You have to gather the people, check them in and clear them during internation flights. Then you have to load everybody on a boat, ship them to the platform X miles into sea, unload them, take them up the big tower, letting them board and settle and depending on how predicatable this is, wait for clearance to take off.

Now is the short flight.

And afterwards we can do the entire thing in reverse.

Some things might be a bit more optimized, like perform customs, safety instructions etc during the boat trip. But the entire trip from arriving at the sea/space-port until leaving it at the destination would probably be making this a diminishing returns and only really interesting for the extremely long flights.

3 comments

That's a good way to explain Amdahl's law to people: no matter if you travel by plane or by rocket, you don't save that much time if you still have to deal with the TSA.
Let's optimize it a bit:

- Get everybody on a boat in NYC harbor with ferry level security (i.e. not much)

- As the boat is travelling to the platform, perform the more thorough check in, any security scans, etc. Everyone simultaneously straps down in their seats, last minute toilet runs etc.
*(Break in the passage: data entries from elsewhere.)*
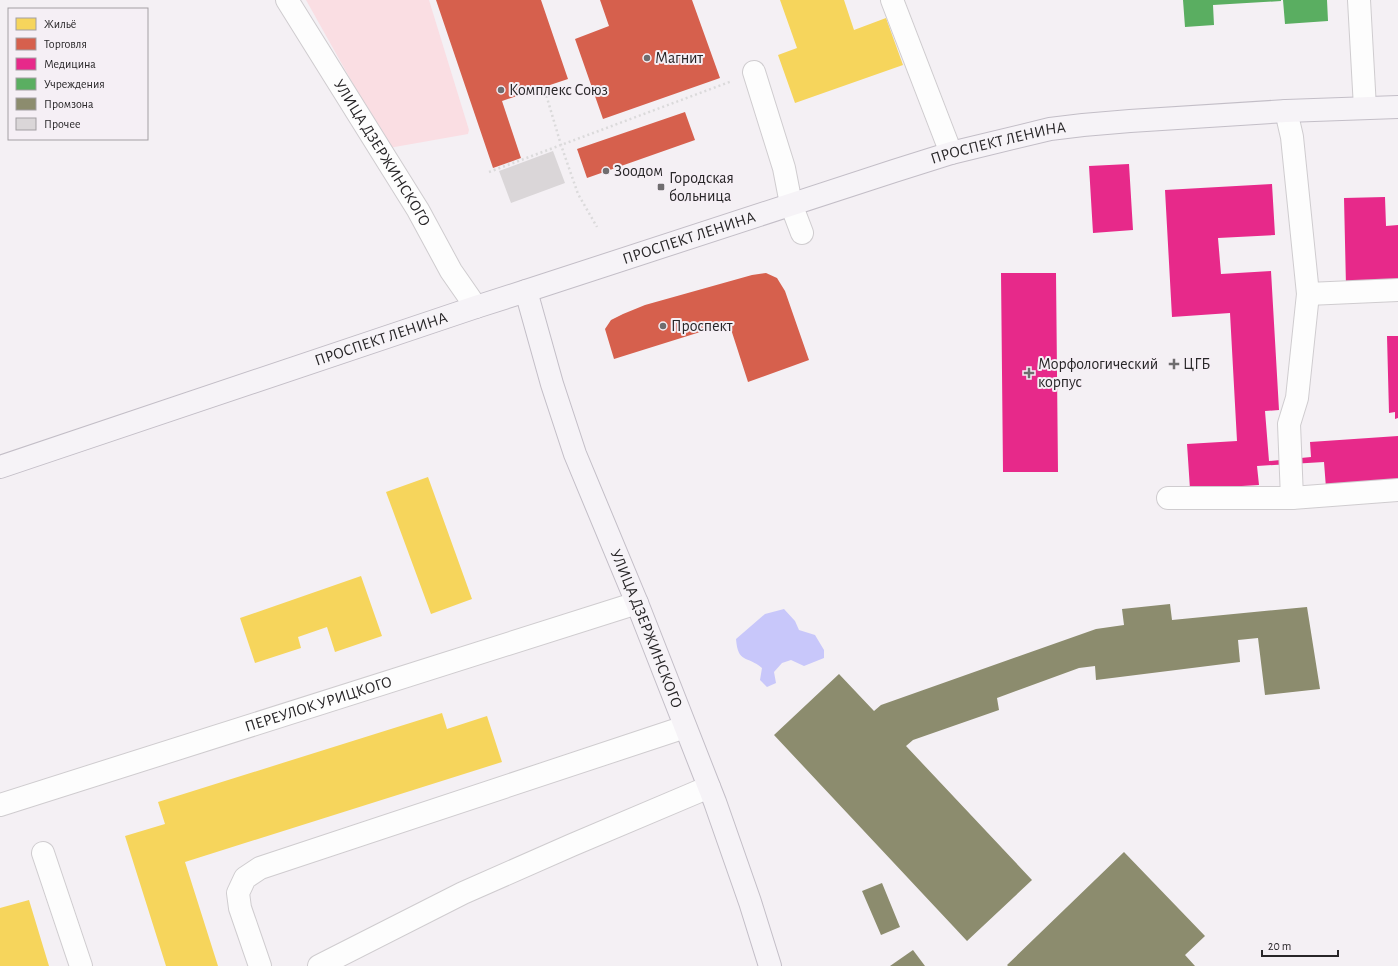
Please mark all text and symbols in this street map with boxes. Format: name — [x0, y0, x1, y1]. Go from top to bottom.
legend — [8, 8, 148, 140]
text: Жильё — [44, 18, 76, 30]
text: Торговля — [44, 38, 87, 50]
place label: Магнит — [655, 50, 703, 66]
marker: Магнит — [642, 53, 652, 63]
text: Медицина — [44, 58, 96, 70]
street label: УЛИЦА ДЗЕРЖИНСКОГО — [331, 77, 433, 229]
text: Учреждения — [44, 78, 105, 90]
place label: Комплекс Союз — [509, 82, 608, 98]
marker: Комплекс Союз — [496, 85, 506, 95]
text: Промзона — [44, 98, 94, 110]
text: Прочее — [44, 118, 80, 130]
street label: ПРОСПЕКТ ЛЕНИНА — [929, 119, 1067, 167]
place label: Зоодом — [614, 163, 663, 179]
marker: Зоодом — [601, 166, 611, 176]
place label: Городская больница — [669, 170, 734, 204]
marker: Городская больница — [656, 182, 666, 192]
street label: ПРОСПЕКТ ЛЕНИНА — [620, 209, 758, 267]
street label: ПРОСПЕКТ ЛЕНИНА — [313, 309, 450, 369]
place label: Проспект — [671, 318, 733, 334]
marker: Проспект — [658, 321, 668, 331]
place label: Морфологический корпус — [1038, 356, 1158, 391]
place label: ЦГБ — [1183, 356, 1211, 372]
marker: ЦГБ — [1168, 358, 1180, 370]
marker: Морфологический корпус — [1023, 367, 1035, 379]
street label: УЛИЦА ДЗЕРЖИНСКОГО — [608, 547, 685, 710]
street label: ПЕРЕУЛОК УРИЦКОГО — [243, 673, 394, 735]
scale bar — [1262, 932, 1338, 958]
text: 20 m — [1268, 940, 1291, 952]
- Slot the passenger capsule into the rocket like a cartridge and take-off immediately at arrival. Plot twist: the capsule was on the boat. Passengers might not even get to see the rocket.

I like the whole cartridge idea and that would surely help get the human component out of the whole thing.

If this were to happen I would imagine it to not be a capsule, but simply entire rows of chairs.

The main killer would still be the whole transit between the harbor and the rocket, but this could probably shave about half an hour.

At the moment there's lots of time wasted walking to some gate at the far end of a massive airport. There's only one company here and one or two flights that go straight up and don't need to taxi. So the travel time in the boat won't be much more than the walk from the terminal to the gate.
Possibly, but decreasing the flight time still won't take much out of the equation that would make it a net win against normal aircrafts.

That's not saying there is no market for something like this, but for anything but the longest flights it's going to be a very specific kind of customer.